## Assignment
Go to the line below containing "Localize all labels, markers" and print exactly from there through the line containing "Where are all", both included. Print nothing else.

## Data extract
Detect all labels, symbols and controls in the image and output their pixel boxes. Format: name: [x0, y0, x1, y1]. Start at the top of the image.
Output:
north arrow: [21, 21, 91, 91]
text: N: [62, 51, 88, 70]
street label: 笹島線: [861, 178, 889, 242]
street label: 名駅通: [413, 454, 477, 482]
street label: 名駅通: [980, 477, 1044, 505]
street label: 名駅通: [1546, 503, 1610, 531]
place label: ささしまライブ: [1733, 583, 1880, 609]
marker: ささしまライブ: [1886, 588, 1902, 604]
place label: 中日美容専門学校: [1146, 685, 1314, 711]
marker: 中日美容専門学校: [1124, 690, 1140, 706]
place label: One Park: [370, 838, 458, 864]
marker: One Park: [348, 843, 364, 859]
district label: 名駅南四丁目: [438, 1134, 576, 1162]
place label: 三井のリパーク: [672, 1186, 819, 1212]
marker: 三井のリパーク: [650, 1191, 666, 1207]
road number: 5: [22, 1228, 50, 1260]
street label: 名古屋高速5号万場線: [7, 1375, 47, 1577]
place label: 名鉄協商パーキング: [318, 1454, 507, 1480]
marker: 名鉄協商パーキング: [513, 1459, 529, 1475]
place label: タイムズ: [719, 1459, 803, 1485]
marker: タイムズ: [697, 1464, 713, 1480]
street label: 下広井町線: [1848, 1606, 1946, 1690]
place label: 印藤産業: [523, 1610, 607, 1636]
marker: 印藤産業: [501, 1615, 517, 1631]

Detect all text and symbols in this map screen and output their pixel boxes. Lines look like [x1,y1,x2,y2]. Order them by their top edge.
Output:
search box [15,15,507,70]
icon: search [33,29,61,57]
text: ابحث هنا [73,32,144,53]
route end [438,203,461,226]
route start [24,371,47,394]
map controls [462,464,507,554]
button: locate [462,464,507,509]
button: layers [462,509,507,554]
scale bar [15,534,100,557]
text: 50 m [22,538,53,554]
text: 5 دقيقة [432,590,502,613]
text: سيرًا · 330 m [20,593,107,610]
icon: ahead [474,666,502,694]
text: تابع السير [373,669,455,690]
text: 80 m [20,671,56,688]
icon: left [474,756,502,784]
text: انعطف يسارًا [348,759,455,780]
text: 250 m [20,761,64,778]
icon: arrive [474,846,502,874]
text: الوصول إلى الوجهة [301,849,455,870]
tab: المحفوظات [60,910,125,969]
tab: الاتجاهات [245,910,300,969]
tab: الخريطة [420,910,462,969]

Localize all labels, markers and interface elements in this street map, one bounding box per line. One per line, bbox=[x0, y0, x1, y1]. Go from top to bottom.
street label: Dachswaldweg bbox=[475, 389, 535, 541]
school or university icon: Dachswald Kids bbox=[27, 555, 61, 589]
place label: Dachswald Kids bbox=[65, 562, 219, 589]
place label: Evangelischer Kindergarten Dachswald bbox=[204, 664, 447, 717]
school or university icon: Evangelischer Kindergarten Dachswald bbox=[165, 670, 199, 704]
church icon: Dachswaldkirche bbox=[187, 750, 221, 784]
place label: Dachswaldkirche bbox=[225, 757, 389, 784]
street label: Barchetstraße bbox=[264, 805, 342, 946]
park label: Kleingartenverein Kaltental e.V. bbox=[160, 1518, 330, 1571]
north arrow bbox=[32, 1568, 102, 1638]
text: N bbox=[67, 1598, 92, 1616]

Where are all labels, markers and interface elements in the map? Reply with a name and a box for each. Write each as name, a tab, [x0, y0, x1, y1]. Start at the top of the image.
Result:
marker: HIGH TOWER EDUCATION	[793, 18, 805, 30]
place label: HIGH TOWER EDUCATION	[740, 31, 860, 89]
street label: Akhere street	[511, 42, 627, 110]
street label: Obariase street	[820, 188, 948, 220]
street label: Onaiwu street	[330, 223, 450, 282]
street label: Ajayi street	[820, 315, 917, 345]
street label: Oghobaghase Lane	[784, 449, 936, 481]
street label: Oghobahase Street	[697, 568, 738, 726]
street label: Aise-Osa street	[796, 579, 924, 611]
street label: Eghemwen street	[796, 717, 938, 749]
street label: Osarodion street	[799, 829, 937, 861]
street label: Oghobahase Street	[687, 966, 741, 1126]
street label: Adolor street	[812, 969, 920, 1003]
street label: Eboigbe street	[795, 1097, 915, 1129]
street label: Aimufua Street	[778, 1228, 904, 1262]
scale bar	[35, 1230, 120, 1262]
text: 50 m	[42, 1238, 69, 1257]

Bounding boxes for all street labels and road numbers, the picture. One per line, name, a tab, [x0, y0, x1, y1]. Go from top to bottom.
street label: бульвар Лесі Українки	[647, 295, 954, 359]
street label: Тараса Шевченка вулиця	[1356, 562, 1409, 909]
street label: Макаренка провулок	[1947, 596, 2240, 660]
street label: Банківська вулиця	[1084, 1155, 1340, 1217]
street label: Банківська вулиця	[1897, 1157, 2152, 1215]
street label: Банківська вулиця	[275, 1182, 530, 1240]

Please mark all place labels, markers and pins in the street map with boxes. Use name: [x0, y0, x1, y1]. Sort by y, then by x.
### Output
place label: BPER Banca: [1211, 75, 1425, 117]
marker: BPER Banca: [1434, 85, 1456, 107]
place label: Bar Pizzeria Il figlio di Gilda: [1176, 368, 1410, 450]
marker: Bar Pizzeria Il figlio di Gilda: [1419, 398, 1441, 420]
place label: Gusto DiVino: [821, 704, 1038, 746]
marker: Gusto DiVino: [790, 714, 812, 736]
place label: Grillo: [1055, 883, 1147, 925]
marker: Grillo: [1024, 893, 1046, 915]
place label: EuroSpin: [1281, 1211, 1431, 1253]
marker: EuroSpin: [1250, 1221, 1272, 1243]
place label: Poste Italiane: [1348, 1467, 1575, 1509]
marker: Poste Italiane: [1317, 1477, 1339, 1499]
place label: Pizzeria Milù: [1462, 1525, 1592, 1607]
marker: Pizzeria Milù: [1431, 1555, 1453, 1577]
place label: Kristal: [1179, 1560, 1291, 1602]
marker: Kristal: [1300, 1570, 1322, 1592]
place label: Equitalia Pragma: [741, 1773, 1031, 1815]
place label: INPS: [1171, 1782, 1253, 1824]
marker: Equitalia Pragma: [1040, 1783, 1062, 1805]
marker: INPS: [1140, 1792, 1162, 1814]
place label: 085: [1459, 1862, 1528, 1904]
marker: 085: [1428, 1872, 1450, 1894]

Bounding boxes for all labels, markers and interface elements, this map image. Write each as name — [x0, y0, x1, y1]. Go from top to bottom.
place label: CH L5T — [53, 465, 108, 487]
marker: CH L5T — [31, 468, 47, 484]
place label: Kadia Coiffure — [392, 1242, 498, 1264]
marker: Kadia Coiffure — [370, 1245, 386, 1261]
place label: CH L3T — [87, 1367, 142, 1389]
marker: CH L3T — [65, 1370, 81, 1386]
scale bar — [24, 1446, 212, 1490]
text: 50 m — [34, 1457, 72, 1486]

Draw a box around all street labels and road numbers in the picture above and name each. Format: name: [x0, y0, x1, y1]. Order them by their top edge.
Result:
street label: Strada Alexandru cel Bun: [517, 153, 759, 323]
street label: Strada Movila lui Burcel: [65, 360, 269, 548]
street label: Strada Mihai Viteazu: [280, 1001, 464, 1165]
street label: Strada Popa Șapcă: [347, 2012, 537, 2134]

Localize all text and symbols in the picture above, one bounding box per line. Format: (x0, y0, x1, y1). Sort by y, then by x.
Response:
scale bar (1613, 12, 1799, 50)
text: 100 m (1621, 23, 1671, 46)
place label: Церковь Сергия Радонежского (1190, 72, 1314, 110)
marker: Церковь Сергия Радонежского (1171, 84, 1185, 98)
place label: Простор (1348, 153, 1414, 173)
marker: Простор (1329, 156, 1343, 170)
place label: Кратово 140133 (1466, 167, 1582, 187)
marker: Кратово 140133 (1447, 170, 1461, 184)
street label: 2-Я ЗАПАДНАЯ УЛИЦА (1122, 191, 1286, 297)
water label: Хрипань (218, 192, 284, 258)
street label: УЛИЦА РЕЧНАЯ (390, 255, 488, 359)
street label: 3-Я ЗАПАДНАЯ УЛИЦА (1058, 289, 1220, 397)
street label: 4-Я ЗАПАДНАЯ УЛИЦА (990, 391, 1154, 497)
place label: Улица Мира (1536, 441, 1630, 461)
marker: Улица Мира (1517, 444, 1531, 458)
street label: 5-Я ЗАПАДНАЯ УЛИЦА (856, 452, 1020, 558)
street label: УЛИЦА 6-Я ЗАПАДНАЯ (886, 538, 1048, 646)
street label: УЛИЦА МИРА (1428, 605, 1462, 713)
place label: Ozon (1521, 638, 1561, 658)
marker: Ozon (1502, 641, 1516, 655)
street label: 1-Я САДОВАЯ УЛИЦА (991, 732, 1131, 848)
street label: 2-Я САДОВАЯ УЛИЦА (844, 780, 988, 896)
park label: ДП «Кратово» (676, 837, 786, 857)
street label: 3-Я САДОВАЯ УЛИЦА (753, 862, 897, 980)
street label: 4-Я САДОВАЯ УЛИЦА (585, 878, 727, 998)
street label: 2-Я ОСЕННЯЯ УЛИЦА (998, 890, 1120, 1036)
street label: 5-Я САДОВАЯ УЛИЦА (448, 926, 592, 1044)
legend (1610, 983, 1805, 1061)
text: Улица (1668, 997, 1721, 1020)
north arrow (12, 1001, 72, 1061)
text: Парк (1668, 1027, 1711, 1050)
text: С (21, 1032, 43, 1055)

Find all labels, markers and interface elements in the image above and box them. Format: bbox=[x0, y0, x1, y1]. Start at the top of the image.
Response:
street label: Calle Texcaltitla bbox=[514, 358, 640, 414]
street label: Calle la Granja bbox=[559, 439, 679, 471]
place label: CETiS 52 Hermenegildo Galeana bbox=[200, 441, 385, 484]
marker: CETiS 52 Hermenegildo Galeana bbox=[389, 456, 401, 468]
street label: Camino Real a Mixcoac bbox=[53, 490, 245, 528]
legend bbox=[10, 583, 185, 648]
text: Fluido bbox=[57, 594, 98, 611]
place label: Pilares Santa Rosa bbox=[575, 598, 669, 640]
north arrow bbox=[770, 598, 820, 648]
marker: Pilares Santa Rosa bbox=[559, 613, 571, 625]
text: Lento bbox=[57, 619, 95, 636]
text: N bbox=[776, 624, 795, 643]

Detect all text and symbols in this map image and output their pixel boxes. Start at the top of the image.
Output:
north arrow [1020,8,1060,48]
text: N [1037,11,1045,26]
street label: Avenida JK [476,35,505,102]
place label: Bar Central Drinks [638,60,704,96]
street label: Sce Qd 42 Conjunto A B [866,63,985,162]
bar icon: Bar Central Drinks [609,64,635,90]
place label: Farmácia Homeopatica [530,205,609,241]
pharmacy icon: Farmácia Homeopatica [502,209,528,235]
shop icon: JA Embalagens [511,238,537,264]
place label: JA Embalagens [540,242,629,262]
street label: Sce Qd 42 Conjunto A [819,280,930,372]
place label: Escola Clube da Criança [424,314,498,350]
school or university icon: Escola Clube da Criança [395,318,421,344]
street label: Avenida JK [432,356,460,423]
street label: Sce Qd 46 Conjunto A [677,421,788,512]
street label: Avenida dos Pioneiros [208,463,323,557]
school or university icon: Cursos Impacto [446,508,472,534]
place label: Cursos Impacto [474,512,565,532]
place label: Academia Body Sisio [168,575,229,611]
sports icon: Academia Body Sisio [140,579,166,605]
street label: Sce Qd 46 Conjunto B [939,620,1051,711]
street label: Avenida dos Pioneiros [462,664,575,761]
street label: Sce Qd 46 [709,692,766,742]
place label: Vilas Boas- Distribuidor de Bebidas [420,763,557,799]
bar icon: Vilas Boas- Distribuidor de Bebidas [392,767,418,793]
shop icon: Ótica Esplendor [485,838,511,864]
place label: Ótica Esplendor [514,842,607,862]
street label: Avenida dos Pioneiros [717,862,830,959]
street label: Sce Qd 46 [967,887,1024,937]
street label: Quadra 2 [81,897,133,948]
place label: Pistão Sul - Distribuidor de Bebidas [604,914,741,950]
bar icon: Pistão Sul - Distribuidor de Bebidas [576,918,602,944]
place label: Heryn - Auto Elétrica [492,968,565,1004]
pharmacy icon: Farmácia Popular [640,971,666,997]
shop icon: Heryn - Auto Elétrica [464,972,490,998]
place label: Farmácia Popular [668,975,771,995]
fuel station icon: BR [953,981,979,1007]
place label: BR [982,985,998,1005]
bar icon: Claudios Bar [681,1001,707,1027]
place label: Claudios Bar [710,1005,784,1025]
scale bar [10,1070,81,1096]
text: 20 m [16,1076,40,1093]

## Exercise result
Localize all labels, markers and interface elements in this street map, one bounding box per line. One per line, bbox=[x0, y0, x1, y1]. Go from top to bottom.
street label: Dachswaldweg bbox=[475, 389, 535, 541]
school or university icon: Dachswald Kids bbox=[27, 555, 61, 589]
place label: Dachswald Kids bbox=[65, 562, 219, 589]
place label: Evangelischer Kindergarten Dachswald bbox=[204, 664, 447, 717]
school or university icon: Evangelischer Kindergarten Dachswald bbox=[165, 670, 199, 704]
church icon: Dachswaldkirche bbox=[187, 750, 221, 784]
place label: Dachswaldkirche bbox=[225, 757, 389, 784]
street label: Barchetstraße bbox=[264, 805, 342, 946]
park label: Kleingartenverein Kaltental e.V. bbox=[160, 1518, 330, 1571]
north arrow bbox=[32, 1568, 102, 1638]
text: N bbox=[67, 1598, 92, 1616]

Where are all labels, markers and interface elements in the map? Reply with a name and a box for each. Write each as name, a tab, [x0, y0, x1, y1]. Start at the top of the image.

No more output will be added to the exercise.